How busy is the CPU, really?
Q:
In April's column you said that CPU usage is inaccurate -- but by
how much, and does it matter?
A: Error is minimal at high usage levels, but ranges up to 80 percent or more at low
levels. The problem is that usage is under reported, and the range of error
increases on faster CPUs.
At a real usage level of 5 percent busy, you'll often see vmstat reporting that
the system is only 1 percent busy -- under reporting by 80 percent
of the true value. You could also look at this as a 400 percent
error in the reported value.
As an example of the kind of problem this can cause, consider a system
planned to cope with a load of up
to 1000 users. If you measure the average process activity of the first
20 users, they only appear to use 1 percent of the system (but in
fact use 5 percent). There appears to be sufficient capacity for 2000 users,
but really there is only enough capacity for 400. As the total
user load increases, and the measurement error reduces, the amount
of CPU used by each user also appears to increase.
I built a tool to measure the errors, collected data on a few
systems, and plotted the results. I would like to get more data, so
the tool has been folded into an updated copy of the process
monitoring update bundle. If you like, you can monitor accuracy on your own
systems and send me the results. I'll start with a more
detailed explanation of the problem, then describe the tool I built,
and show you plots of the initial results.
CPU usage measurements
Normally, CPU time is measured by
sampling, 100 times per second, the state of all CPUs at the clock interrupt.
Process scheduling employs the same clock interrupt used to measure CPU usage,
leading to systematic errors in the sampled data. Microstate accounting,
discussed in April's Performance Q&A, is much more accurate than sampled measurements.
To illustrate how errors occur, I'll excerpt the following example
from April's column:
Consider a performance monitor that wakes up every 10 seconds,
reads some data from the kernel, then prints the results and sleeps. On a fast
system, the total CPU time consumed per wake-up might be a few milliseconds.
On exit from the clock interrupt, the scheduler wakes up processes and kernel
threads that have been sleeping.
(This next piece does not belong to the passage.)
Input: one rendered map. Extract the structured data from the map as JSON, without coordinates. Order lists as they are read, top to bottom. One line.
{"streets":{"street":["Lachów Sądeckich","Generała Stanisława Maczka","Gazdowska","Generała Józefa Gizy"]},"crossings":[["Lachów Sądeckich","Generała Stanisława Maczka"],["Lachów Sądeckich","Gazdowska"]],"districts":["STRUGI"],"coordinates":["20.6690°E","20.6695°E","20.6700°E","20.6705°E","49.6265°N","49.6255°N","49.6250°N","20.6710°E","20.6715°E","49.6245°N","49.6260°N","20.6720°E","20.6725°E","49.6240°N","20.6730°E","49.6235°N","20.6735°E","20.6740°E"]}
Processes that sleep consume less than their
allotted CPU time-quanta and always run at the highest timeshare priority.
On a lightly loaded system there is no queue for access to the CPU, so
immediately after the clock interrupt, it's likely that the performance monitor will be
scheduled.Sign up for ITworld's Daily newsletter
Follow ITworld on Twitter @IT_world
jfruh
Apple syncing patent can't come soon enough
pasmith
New Twitter features borrow from 3rd party clients
Esther Schindler
Open Source Changes the Software Acquisition Process
mikelgan
How to set up continuous podcast play on the new iTunes
David Strom
Five important Windows 7 mobility features
sjvn
Guard your Wi-Fi for your own sake
Sandra Henry-Stocker
Grepping on Whole Words
Sidekick: The Good News & the Bad News
Either way you look at it Microsoft Data Center management did not follow standards or best practices in this failure. In which case it makes me wonder more about the outsourcing of corporate data much less personal data.
- mburton325
Join the conversation here
Quick, practical advice for IT pros. Made fresh daily.
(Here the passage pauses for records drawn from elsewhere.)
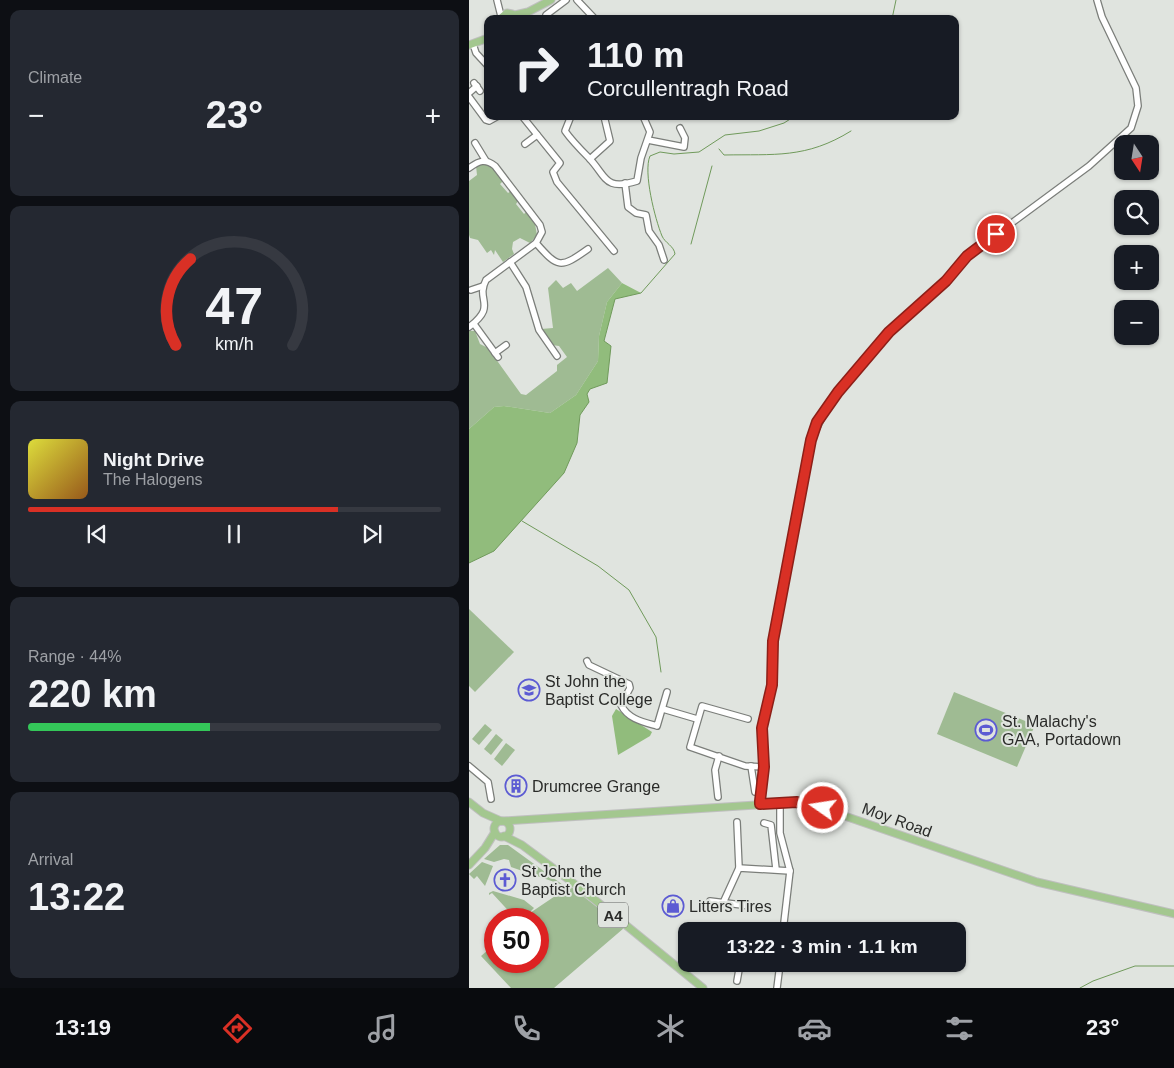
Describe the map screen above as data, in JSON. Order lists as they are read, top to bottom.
{
  "streets": {
    "main road": ["Moy Road", "A4"]
  },
  "crossings": [
    ["Moy Road", "A4"]
  ],
  "places": {
    "school or university": ["St John the Baptist College"],
    "sports": ["St. Malachy's GAA, Portadown"],
    "building": ["Drumcree Grange"],
    "church": ["St John the Baptist Church"],
    "shop": ["Litters Tires"]
  },
  "north": "bottom",
  "page": {
    "tile": [
      "Climate",
      ["Range · 44%", "220 km"],
      ["Arrival", "13:22"]
    ],
    "turn": ["110 m", "Corcullentragh Road"],
    "heat": ["−", "23°", "+"],
    "map_buttons": ["+", "−"],
    "song": ["Night Drive", "The Halogens"],
    "limit": "50",
    "trip": "13:22 · 3 min · 1.1 km",
    "tabs": ["13:19", "23°"],
    "gauge": ["47", "km/h"]
  }
}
Want to cash in on your IT savvy? Send your tip to tips@itworld.com. If we post it, we'll send you a $25 Amazon e-gift card.













where better to put for
where better to put for more responsible behavior than in services that in pocket reach: your mobile phone. Nokia is doing just that in an interesting extension oftheir iPhone silicone cases offering nokia silicone case and the tools, community, and a menu nice away.